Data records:

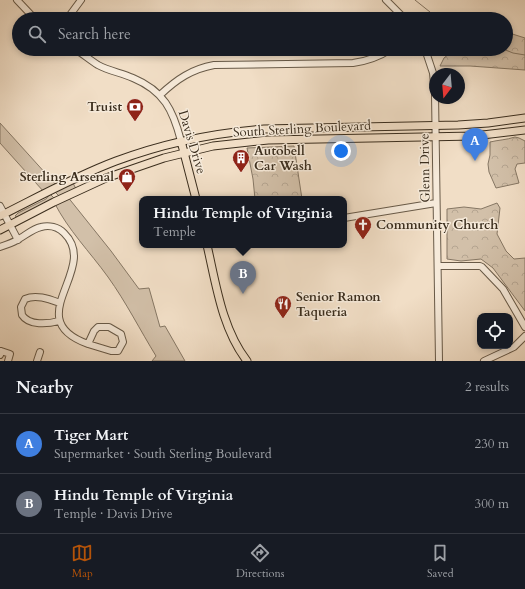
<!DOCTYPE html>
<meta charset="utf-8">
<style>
body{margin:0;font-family:Cardo,serif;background:#242831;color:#f1f3f6}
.controls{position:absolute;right:12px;bottom:12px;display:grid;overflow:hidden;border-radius:8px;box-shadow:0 2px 6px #0003}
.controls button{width:36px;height:36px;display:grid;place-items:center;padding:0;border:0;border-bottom:1px solid #363941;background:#171b24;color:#f1f3f6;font:20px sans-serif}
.compass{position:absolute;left:429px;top:68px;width:36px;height:36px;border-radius:50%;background:#171b24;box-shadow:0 2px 6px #0003;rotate:196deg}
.you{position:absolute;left:341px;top:151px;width:14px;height:14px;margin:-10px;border:3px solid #fff;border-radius:50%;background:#1a73e8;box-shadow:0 0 0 6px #1a73e833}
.badge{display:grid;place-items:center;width:26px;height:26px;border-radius:50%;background:#b45309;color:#fff;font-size:13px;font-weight:700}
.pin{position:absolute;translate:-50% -33px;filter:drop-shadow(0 1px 2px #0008)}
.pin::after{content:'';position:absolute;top:21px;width:14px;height:12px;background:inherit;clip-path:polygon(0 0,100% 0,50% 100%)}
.popup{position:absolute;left:139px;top:196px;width:208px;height:52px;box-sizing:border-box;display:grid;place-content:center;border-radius:8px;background:#171b24;filter:drop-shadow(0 1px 3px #0005);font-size:13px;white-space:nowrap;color:#9ea1a6}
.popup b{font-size:15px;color:#f1f3f6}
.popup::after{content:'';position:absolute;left:50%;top:100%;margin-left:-8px;border:8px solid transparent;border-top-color:#171b24}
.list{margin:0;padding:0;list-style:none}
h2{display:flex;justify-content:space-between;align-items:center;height:52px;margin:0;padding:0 16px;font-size:17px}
h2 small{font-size:13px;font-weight:400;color:#9ea1a6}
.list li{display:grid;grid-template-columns:26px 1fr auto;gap:12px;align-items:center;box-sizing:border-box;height:60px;padding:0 16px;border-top:1px solid #363941}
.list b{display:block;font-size:15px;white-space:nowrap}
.list p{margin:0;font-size:13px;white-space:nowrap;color:#9ea1a6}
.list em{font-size:13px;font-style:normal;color:#9ea1a6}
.icon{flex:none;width:22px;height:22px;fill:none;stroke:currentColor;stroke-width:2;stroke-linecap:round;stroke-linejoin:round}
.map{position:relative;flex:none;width:525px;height:361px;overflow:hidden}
.search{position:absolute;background:#171b24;box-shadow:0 2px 6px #0003;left:12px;right:12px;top:12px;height:44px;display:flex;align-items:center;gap:10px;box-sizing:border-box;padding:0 14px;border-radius:22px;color:#9ea1a6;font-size:15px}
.sheet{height:172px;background:#171b24}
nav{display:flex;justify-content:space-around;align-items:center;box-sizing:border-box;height:56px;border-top:1px solid #363941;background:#171b24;font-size:11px;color:#9ea1a6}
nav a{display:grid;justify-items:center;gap:2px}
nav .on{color:#b45309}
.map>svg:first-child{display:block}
.green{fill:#d2c0a9;stroke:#867764}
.forest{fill:url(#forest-crowns);stroke:#867764}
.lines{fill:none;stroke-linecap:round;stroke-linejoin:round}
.stream{stroke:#837461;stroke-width:1}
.minor-casing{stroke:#685a48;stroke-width:8}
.major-casing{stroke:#3b2e1e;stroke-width:9}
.minor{stroke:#f6eada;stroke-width:6}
.major{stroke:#f1dec6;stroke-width:7}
.labels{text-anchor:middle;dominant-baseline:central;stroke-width:3;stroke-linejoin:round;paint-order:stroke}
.poi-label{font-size:13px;font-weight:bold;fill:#3b2e1e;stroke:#f6eada;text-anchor:start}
.street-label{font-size:13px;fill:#3b2e1e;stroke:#f6eada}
</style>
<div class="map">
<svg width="525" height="361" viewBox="0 0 525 361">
<defs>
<pattern id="forest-crowns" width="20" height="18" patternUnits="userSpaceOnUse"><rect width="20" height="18" fill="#d2c0a9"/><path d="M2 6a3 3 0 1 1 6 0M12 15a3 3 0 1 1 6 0" fill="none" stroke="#b5a591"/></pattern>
</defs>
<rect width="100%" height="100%" fill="#f1dec6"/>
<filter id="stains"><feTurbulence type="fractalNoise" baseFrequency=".005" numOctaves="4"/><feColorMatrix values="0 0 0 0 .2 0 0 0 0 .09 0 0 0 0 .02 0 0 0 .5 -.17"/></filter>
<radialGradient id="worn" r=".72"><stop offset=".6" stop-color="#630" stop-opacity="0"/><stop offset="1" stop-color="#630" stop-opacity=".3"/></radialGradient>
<path class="green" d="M0 123 57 186 44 192 0 143Z
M73 183 76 189 60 197 55 192Z
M50 194 55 199 17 217 15 216 18 213 46 199Z
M67 196 111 251 139 289 149 288 160 327 165 326 185 361H152L156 356C140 330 126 302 108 277 90 252 68 230 54 202Z"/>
<path class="forest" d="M506 32 525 38V70L470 66H440L444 58 450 53 448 49H506Z
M515 137 519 138 525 141V163L517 164 515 169 519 183 496 188 489 172 488 164 490 155V142C498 140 506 140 515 137Z
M294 146 302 199H255L253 179 247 148Z
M497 203 500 208 497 234 506 251 514 259 525 258V311L493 268 481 259 461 261 447 259V209L464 207 481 209Z"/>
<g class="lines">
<path class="stream" d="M415 0 430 12
M441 15 448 16 451 19
M503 49 513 53 525 55"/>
<defs>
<path id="minor" d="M17 0 35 19
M386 0 405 19
M67 19 81 0
M75 49C83 54 90 60 98 65 109 71 122 73 133 78 164 91 173 110 181 141
M425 49 433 73 435 94 439 361
M160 95C177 79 192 69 214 65L353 63C368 61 379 57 391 49
M0 206 18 240
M344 218 436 203
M0 247C6 245 12 243 17 240 25 236 32 229 41 227 49 225 58 227 64 233 101 269 18 319 88 344
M438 266H480L482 267 503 289 525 327
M59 321C48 324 29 326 22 315L21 307 25 299C36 294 49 299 60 303
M98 327H109L121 334 123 342 118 351H111L88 344 94 331Z
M0 355 1 351 10 354 8 361
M37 361 40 352
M484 361 514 347 525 336"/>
<path id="major" d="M181 141 196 199
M0 216C38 197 76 176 116 161 164 143 213 133 264 129L458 125 488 123 525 118
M0 230 54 202 106 178 164 158 213 146 268 140 474 136 525 130
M207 245C216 284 222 329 247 361"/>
</defs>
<use href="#minor" class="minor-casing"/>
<use href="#major" class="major-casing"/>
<use href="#minor" class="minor"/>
<use href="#major" class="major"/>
</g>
<defs>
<symbol id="bank-pin" viewBox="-11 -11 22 30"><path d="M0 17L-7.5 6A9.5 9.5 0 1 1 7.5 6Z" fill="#8f2418" stroke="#f6eada"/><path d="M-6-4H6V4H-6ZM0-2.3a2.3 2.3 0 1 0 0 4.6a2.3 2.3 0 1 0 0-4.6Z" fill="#fff"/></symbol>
<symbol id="building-pin" viewBox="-11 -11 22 30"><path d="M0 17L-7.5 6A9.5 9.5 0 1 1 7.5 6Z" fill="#8f2418" stroke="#f6eada"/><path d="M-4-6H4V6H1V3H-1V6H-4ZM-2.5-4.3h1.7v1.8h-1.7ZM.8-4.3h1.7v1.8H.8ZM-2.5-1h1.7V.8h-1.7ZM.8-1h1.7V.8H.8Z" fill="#fff"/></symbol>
<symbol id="shop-pin" viewBox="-11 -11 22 30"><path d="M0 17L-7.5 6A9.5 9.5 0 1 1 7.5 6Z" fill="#8f2418" stroke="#f6eada"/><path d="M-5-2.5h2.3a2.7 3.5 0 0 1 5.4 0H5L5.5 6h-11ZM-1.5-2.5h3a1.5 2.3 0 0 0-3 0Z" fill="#fff"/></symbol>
<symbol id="church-pin" viewBox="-11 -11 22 30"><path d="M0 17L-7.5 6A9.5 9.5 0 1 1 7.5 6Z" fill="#8f2418" stroke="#f6eada"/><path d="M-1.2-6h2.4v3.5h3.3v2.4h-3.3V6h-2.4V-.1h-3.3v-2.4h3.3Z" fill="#fff"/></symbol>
<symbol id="restaurant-pin" viewBox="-11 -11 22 30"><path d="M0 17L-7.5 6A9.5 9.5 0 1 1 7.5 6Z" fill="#8f2418" stroke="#f6eada"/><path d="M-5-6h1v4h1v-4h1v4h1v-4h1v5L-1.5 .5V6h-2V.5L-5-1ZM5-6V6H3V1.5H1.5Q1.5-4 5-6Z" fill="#fff"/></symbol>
</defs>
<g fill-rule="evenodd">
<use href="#bank-pin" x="125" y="97" width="20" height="27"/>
<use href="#building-pin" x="231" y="148" width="20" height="27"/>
<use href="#shop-pin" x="117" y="167" width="20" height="27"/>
<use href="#church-pin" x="353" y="215" width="20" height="27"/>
<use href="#restaurant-pin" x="273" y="294" width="20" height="27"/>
</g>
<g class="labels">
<g class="poi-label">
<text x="122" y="107" text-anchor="end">Truist</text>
<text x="254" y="151">Autobell<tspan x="254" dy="15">Car Wash</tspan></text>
<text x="114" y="177" text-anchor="end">Sterling Arsenal</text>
<text x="376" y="225">Community Church</text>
<text x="296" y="297">Senior Ramon<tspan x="296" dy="15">Taqueria</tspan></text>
</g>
<g class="street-label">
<text transform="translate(302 129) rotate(-3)">South Sterling Boulevard</text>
<text transform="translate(192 142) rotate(73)">Davis Drive</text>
<text transform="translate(425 168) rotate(-91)">Glenn Drive</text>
</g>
</g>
<rect width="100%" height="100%" filter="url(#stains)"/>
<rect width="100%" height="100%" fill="url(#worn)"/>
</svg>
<div class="controls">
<button><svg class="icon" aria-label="locate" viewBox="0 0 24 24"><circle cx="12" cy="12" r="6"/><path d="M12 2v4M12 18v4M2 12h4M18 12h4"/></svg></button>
</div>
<svg class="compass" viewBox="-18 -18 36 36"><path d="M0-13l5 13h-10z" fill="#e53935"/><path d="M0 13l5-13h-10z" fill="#9ea1a6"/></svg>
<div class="you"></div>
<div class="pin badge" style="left:475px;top:161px;background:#3f7fe0">A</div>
<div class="pin badge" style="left:243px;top:294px;background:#6b7280">B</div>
<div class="popup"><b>Hindu Temple of Virginia</b>Temple</div>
<div class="search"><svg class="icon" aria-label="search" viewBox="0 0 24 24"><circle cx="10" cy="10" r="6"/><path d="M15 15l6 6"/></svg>Search here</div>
</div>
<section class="sheet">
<h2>Nearby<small>2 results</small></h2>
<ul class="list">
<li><span class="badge" style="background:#3f7fe0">A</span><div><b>Tiger Mart</b><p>Supermarket · South Sterling Boulevard</p></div><em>230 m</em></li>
<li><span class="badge" style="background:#6b7280">B</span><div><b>Hindu Temple of Virginia</b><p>Temple · Davis Drive</p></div><em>300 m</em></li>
</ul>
</section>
<nav>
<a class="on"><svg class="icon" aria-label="map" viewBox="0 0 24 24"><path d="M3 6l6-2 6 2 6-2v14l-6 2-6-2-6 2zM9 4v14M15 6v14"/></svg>Map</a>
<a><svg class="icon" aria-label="directions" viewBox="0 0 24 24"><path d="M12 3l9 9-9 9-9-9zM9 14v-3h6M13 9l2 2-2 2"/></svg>Directions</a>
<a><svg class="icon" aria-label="saved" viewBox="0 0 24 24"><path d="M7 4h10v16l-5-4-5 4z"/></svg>Saved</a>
</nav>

Prompt: The result is a copy of every line above where the word "drop" shows up.

Exercise result:
.pin{position:absolute;translate:-50% -33px;filter:drop-shadow(0 1px 2px #0008)}
.popup{position:absolute;left:139px;top:196px;width:208px;height:52px;box-sizing:border-box;display:grid;place-content:center;border-radius:8px;background:#171b24;filter:drop-shadow(0 1px 3px #0005);font-size:13px;white-space:nowrap;color:#9ea1a6}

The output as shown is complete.